Experimental Design
In 1986-1987, the Jamaican Study enrolled 129 stunted children age 9-24 months that lived in poor disadvantaged neighborhoods of Kingston, Jamaica. Stunting was defined as having a standardized height for age z-score less than -2. The children were stratified by age (above and below 16 months) and sex. Within each stratum, children were sequentially assigned to one of four groups using a randomly generated seed to begin the assignment. The four groups were (1) psychosocial stimulation (N=32), (2) nutritional supplementation (N=32), (3) both psychosocial stimulation and nutritional supplementation (N=32), and (4) a control group that received neither intervention (N=33). All children were given access to free health care regardless of the group to which they were assigned.
The stimulation intervention (comprising groups 1 and 3) consisted of two years of weekly one-hour play sessions at home with trained community health aides. The curriculum for the cognitive stimulation was based on Piagetian concepts. Mothers were encouraged to converse with their children, to label things and actions in their environments and to play educational games with their children. Particular emphasis was placed on language development, the use of praise, and on improving the self-esteem of both the child and of the mother. At age 24 months, the curriculum was enriched to include concepts such as size, shape, position, quantity, color, etc. based on the curriculum in Palmer.
The focus of the weekly play sessions was on improving the quality of the interaction between mother and child. Mothers were encouraged to continue practicing the activities and games learned during the visits on a continuing basis beyond the home visitation time. At every visit, homemade toys were brought to the home and left for the mother and child to use until the next visit when they were replaced with new ones. The intervention was innovative both for its focus on activities to promote cognitive and language development and for its emphasis on direct mother-child interactions. The nutritional intervention (comprising groups 2 and 3) was aimed at compensating for the nutritional deficiencies that may have caused stunting. The nutritional supplements were provided weekly for a two-year period. The supplements consisted of one kilogram of formula containing 66% of daily-recommended energy (calories), and 100% of daily-recommended protein. In addition, in an attempt to minimize sharing of the formula with other family members, the family also received 0.9 kilograms of cornmeal and skimmed milk powder. Despite this, sharing was common and uptake of the supplement decreased significantly during the intervention.
Of the 129 study participants, two of the participants dropped out before completion of the two-year program. The remaining 127 participants were surveyed at baseline, resurveyed immediately following the end of the two-year intervention, and again at ages 7, 11, and 18. Our analysis is based on a re-interview of the sample in 2007-08 when the participants were approximately 22 years old, some 20 years after the original intervention.

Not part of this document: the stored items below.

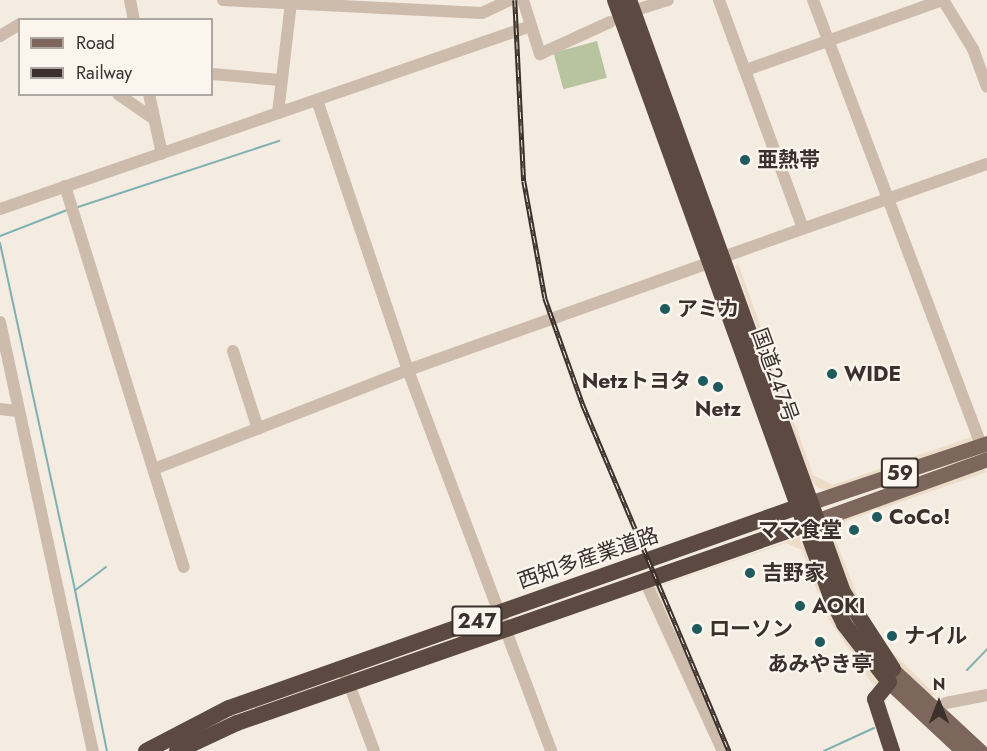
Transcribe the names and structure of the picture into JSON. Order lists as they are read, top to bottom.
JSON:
{
  "streets": {
    "highway": ["国道247号", "西知多産業道路", "247"],
    "main road": ["59"]
  },
  "crossings": [
    ["国道247号", "59"],
    ["国道247号", "西知多産業道路"],
    ["59", "西知多産業道路"]
  ],
  "places": [
    "亜熱帯",
    "アミカ",
    "WIDE",
    "Netzトヨタ",
    "Netz",
    "CoCo!",
    "ママ食堂",
    "吉野家",
    "AOKI",
    "ローソン",
    "ナイル",
    "あみやき亭"
  ],
  "legend": ["Road", "Railway"],
  "north": "top"
}
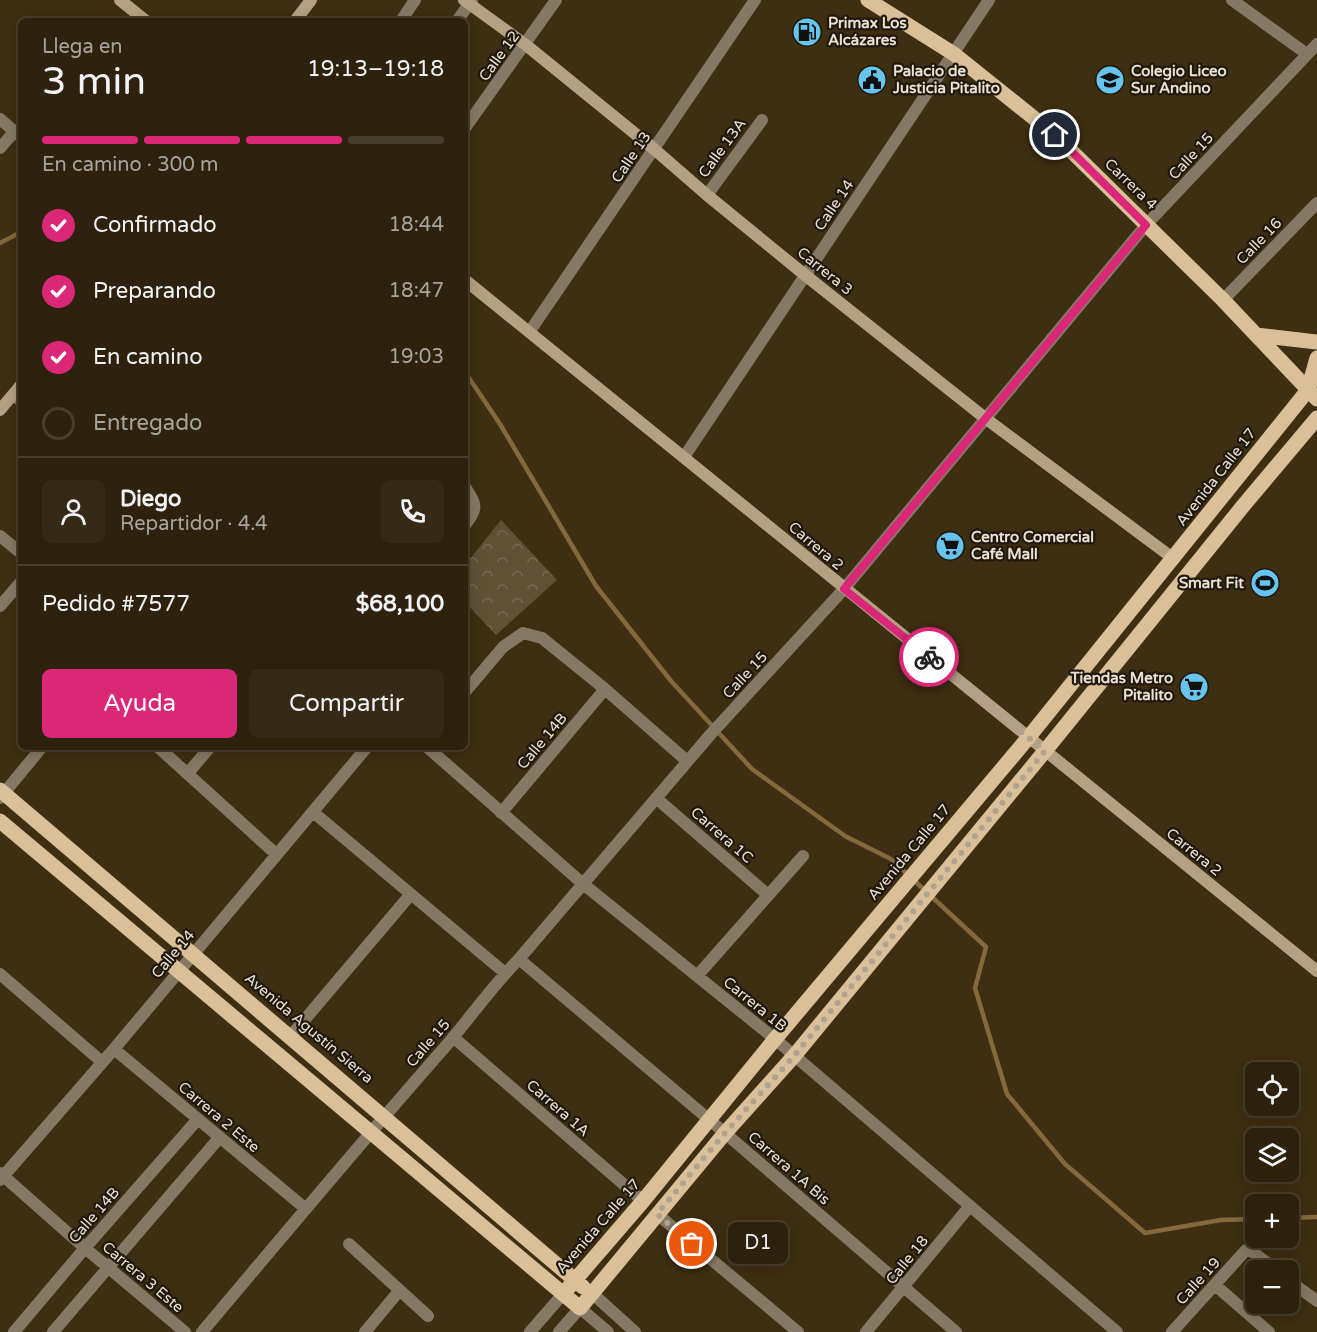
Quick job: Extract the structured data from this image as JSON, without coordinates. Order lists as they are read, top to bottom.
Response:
{
  "streets": {
    "main road": [
      "Carrera 4",
      "Carrera 3",
      "Avenida Calle 17",
      "Carrera 2",
      "Avenida Agustín Sierra"
    ],
    "street": [
      "Calle 12",
      "Calle 13A",
      "Calle 15",
      "Calle 13",
      "Calle 14",
      "Calle 16",
      "Calle 14B",
      "Carrera 1C",
      "Carrera 1B",
      "Carrera 1A",
      "Carrera 2 Este",
      "Carrera 1A Bis",
      "Calle 18",
      "Carrera 3 Este",
      "Calle 19"
    ]
  },
  "crossings": [
    ["Calle 12", "Carrera 3"],
    ["Calle 13A", "Carrera 3"],
    ["Calle 15", "Carrera 4"],
    ["Calle 15", "Carrera 3"],
    ["Calle 15", "Carrera 2"],
    ["Calle 15", "Carrera 1C"],
    ["Calle 15", "Carrera 1B"],
    ["Calle 15", "Avenida Agustín Sierra"],
    ["Calle 15", "Carrera 1A"],
    ["Calle 15", "Carrera 2 Este"],
    ["Calle 15", "Carrera 1A Bis"],
    ["Calle 13", "Carrera 3"],
    ["Calle 13", "Carrera 2"],
    ["Carrera 4", "Calle 14"],
    ["Carrera 4", "Calle 16"],
    ["Carrera 4", "Avenida Calle 17"],
    ["Calle 14", "Carrera 3"],
    ["Calle 14", "Carrera 2"],
    ["Calle 14", "Avenida Agustín Sierra"],
    ["Calle 14", "Carrera 2 Este"],
    ["Calle 14", "Carrera 3 Este"],
    ["Carrera 3", "Avenida Calle 17"],
    ["Avenida Calle 17", "Carrera 2"],
    ["Avenida Calle 17", "Carrera 1B"],
    ["Avenida Calle 17", "Avenida Agustín Sierra"],
    ["Avenida Calle 17", "Carrera 1A"],
    ["Avenida Calle 17", "Carrera 1A Bis"],
    ["Calle 14B", "Carrera 1B"],
    ["Calle 14B", "Carrera 2 Este"],
    ["Calle 14B", "Carrera 3 Este"],
    ["Carrera 1B", "Calle 18"],
    ["Carrera 1A Bis", "Calle 18"]
  ],
  "places": {
    "fuel station": ["Primax Los Alcázares"],
    "public building": ["Palacio de Justicia Pitalito"],
    "school or university": ["Colegio Liceo Sur Andino"],
    "supermarket": ["Centro Comercial Café Mall", "Tiendas Metro Pitalito"],
    "sports": ["Smart Fit"],
    "other": ["D1"]
  },
  "page": {
    "heading": ["3 min", "Llega en", "19:13–19:18"],
    "panel": [
      "Diego",
      "Repartidor · 4.4",
      "Pedido #7577",
      "$68,100"
    ],
    "bar": "En camino · 300 m",
    "list": [
      ["Confirmado", "18:44"],
      ["Preparando", "18:47"],
      ["En camino", "19:03"],
      "Entregado"
    ],
    "buttons": ["Ayuda", "Compartir"],
    "map_buttons": ["+", "−"],
    "bubble": "D1"
  }
}
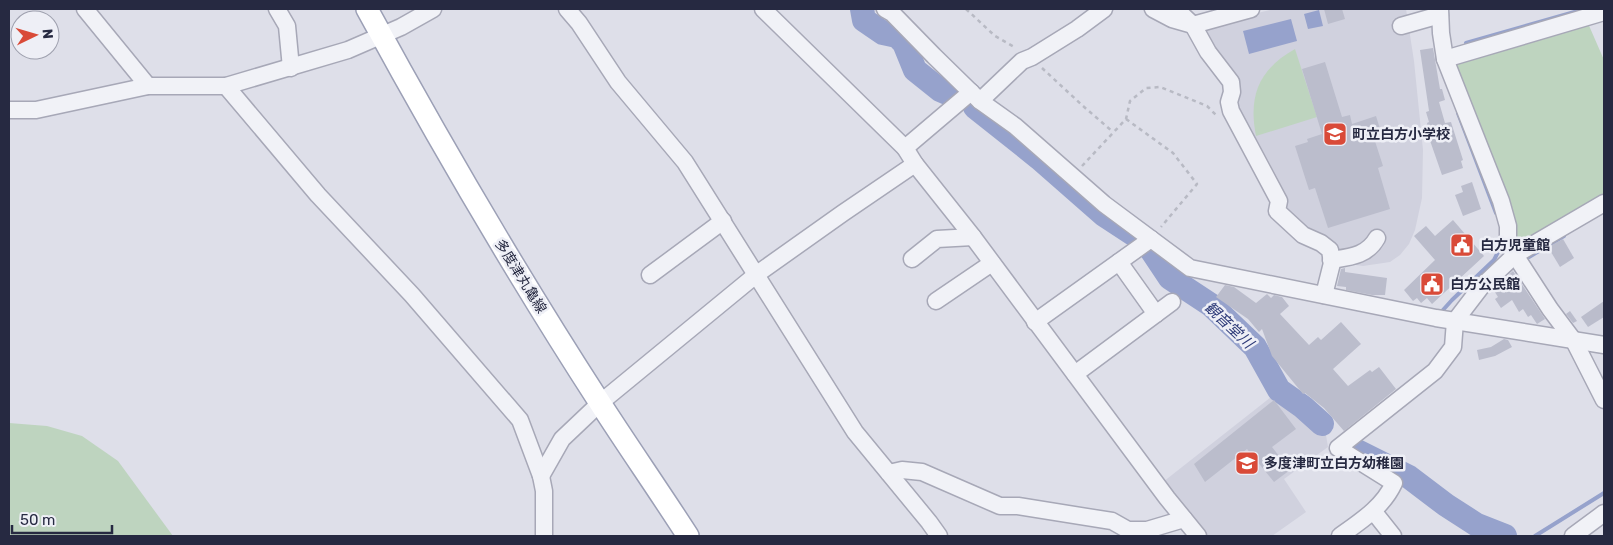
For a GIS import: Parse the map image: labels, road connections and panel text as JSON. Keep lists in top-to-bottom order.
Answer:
{
  "streets": {
    "main road": ["多度津丸亀線"]
  },
  "water": ["観音堂川"],
  "places": {
    "school or university": ["町立白方小学校", "多度津町立白方幼稚園"],
    "public building": ["白方児童館", "白方公民館"]
  },
  "scale_bar": "50 m",
  "north": "right"
}
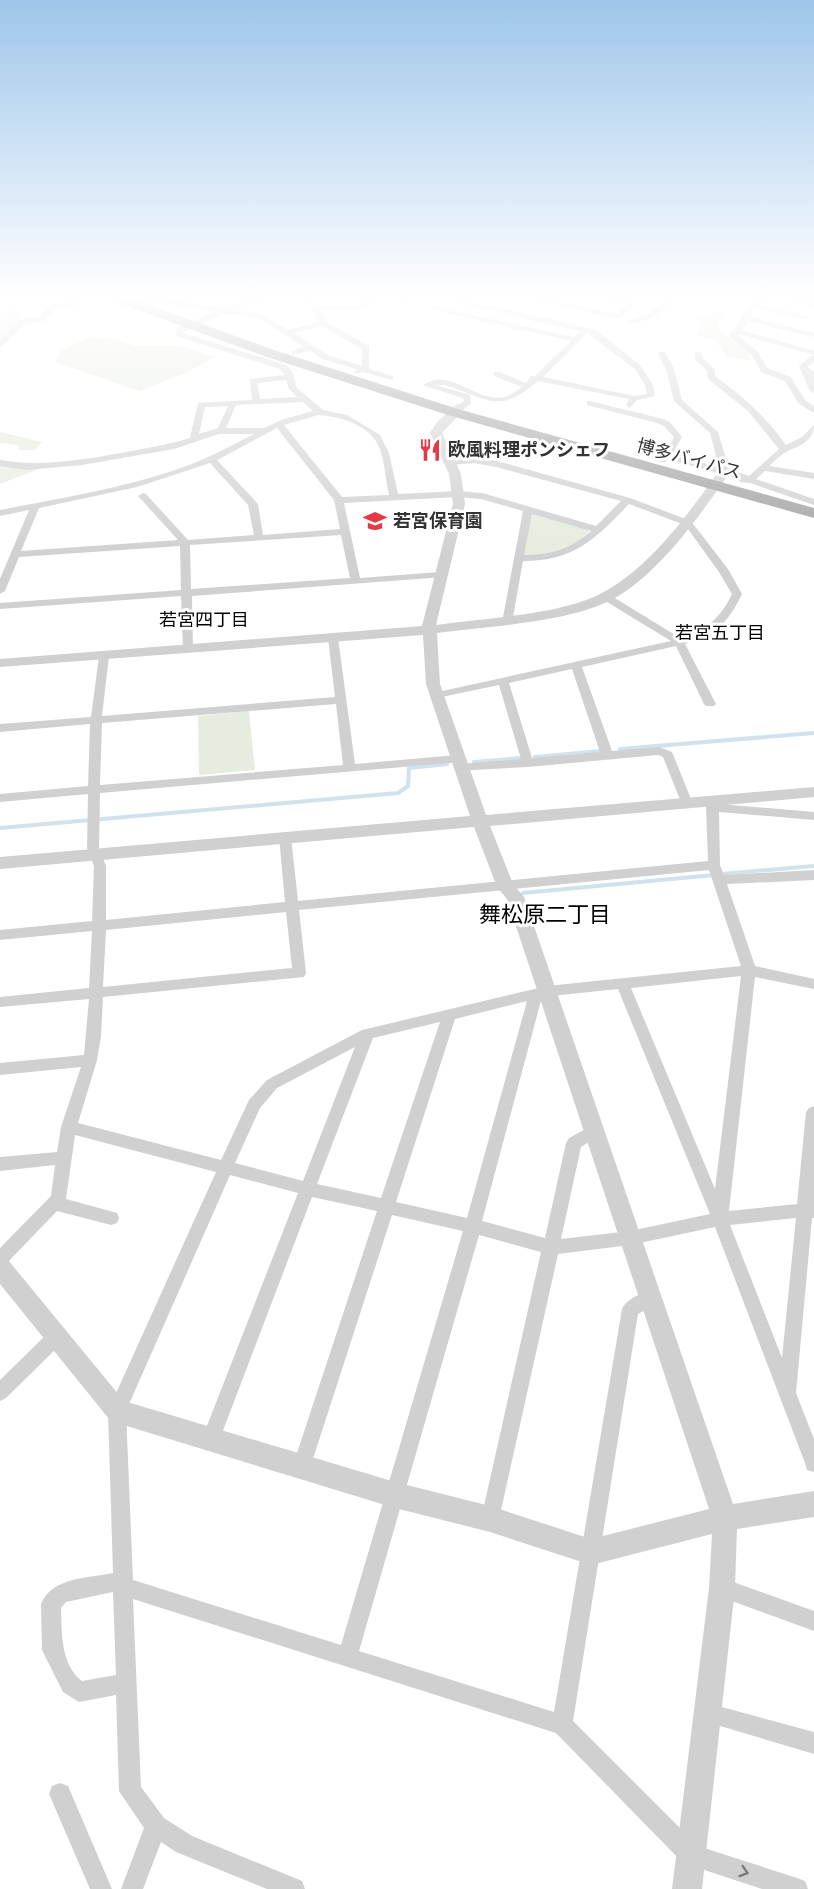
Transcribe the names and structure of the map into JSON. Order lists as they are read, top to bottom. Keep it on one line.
{"streets":{"highway":["博多バイパス"]},"districts":["若宮四丁目","若宮五丁目","舞松原二丁目"],"places":{"restaurant":["欧風料理ポンシェフ"],"school or university":["若宮保育園"]}}
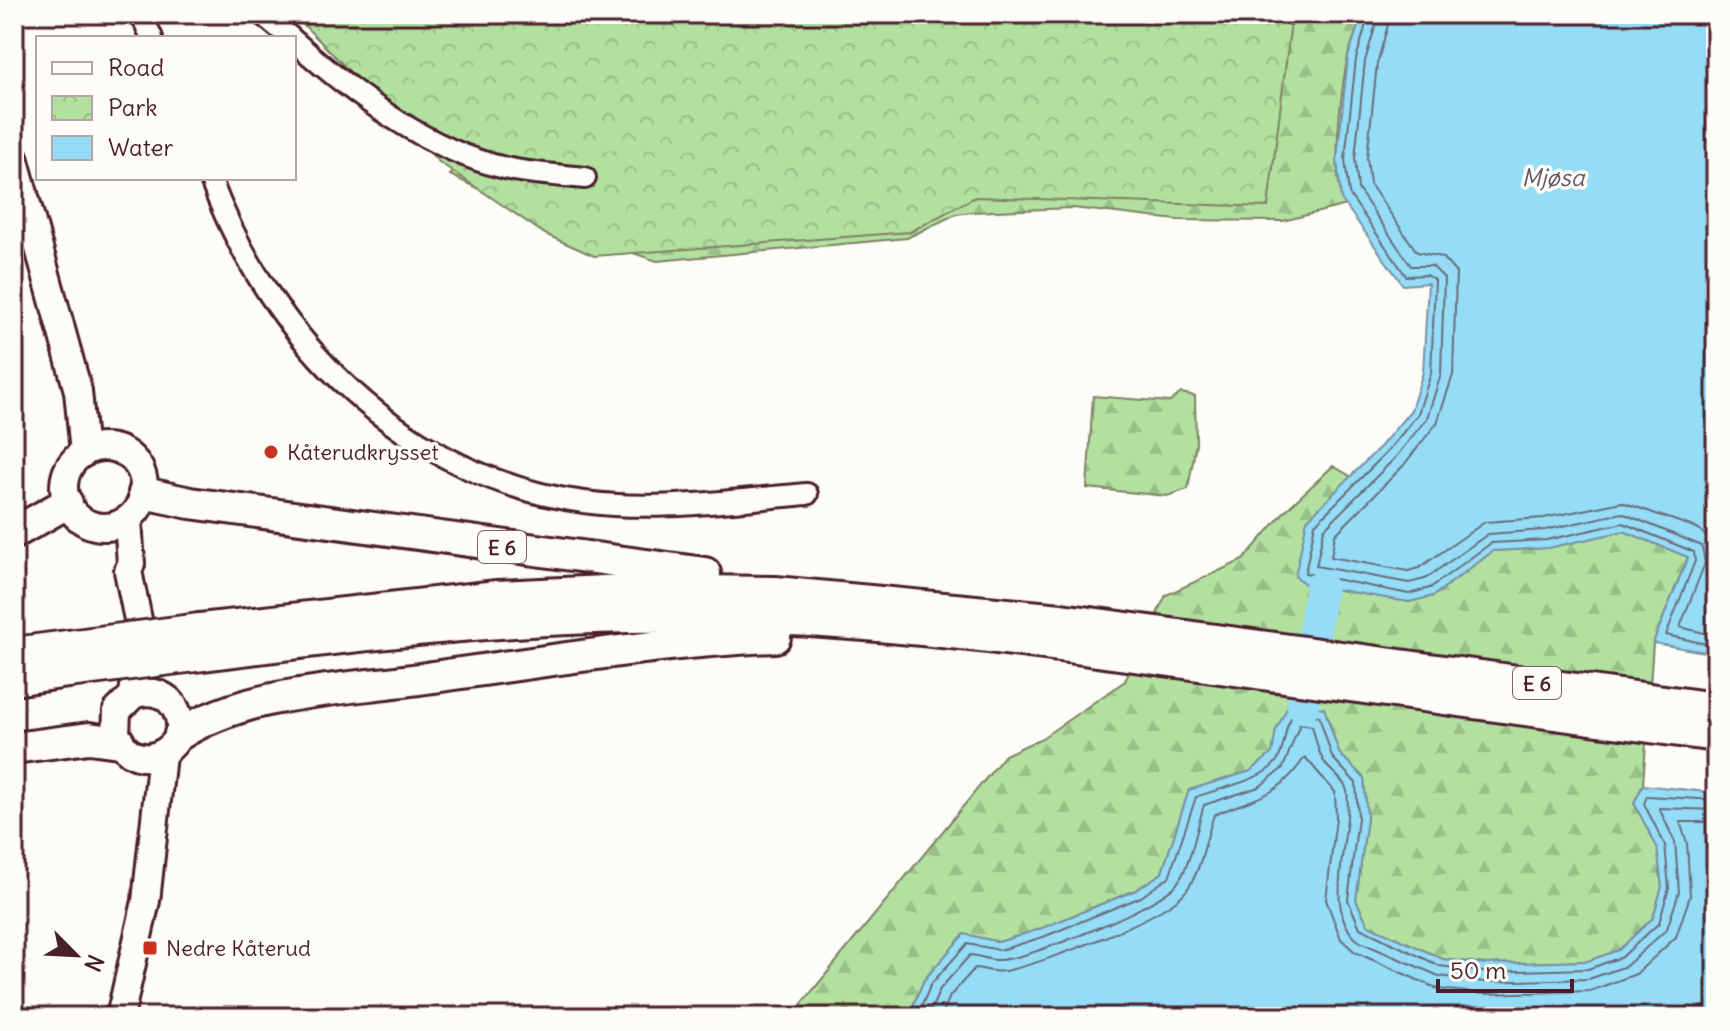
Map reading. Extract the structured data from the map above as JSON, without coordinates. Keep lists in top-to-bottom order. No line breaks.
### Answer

For comparison purposes, the study also enrolled a sample of non-stunted children from the same neighborhoods, where non-stunted was defined as having a height for age z-score greater than -1 standard deviations. At baseline, every fourth stunted child in the study was matched with one non-stunted child who lived nearby and was the same age (plus or minus 3 months) and sex. At age 7, this sample of 32 was supplemented with another 52 children who had been identified in the initial survey as being non-stunted and fulfilled all other inclusion criteria. While the non-stunted group was better off than the stunted group in terms of their personal development and their socioeconomic status, the non-stunted children were still living in the same economically and socially disadvantaged Kingston neighborhoods. Members of the non-stunted comparison group did not receive any of the interventions, but did receive the same free health care as those in the stunted experimental group. From age 7 onwards, this group was surveyed at the same time as the participants in the experiment. This sample is used to investigate the extent to which the early childhood stimulation intervention helped to compensate for initial disadvantage by comparing the stunted treatment group with the non-stunted external comparison group. We define complete catch-up as no difference between the treated stunted group and the non-stunted comparison group.
In order to better understand the external validity of the catch-up analysis we compare the non-stunted group to the general population using data from two surveys that are representative of urban Jamaica: (1) the 1992 Jamaican Survey of Living Conditions (JSLC) that was collected when the children were 7 years old and when most of the non-stunted sample was first surveyed, and (2) the 2008 Jamaica Labor Force (JLF) survey that was collected in the same year as the last follow-up. Unfortunately the labor supply and earnings questions in the JLF and in our survey were asked in different ways, and there was a 50% non-response rate in the JLF to the earnings questions among those who were employed. Only the education variables are directly comparable.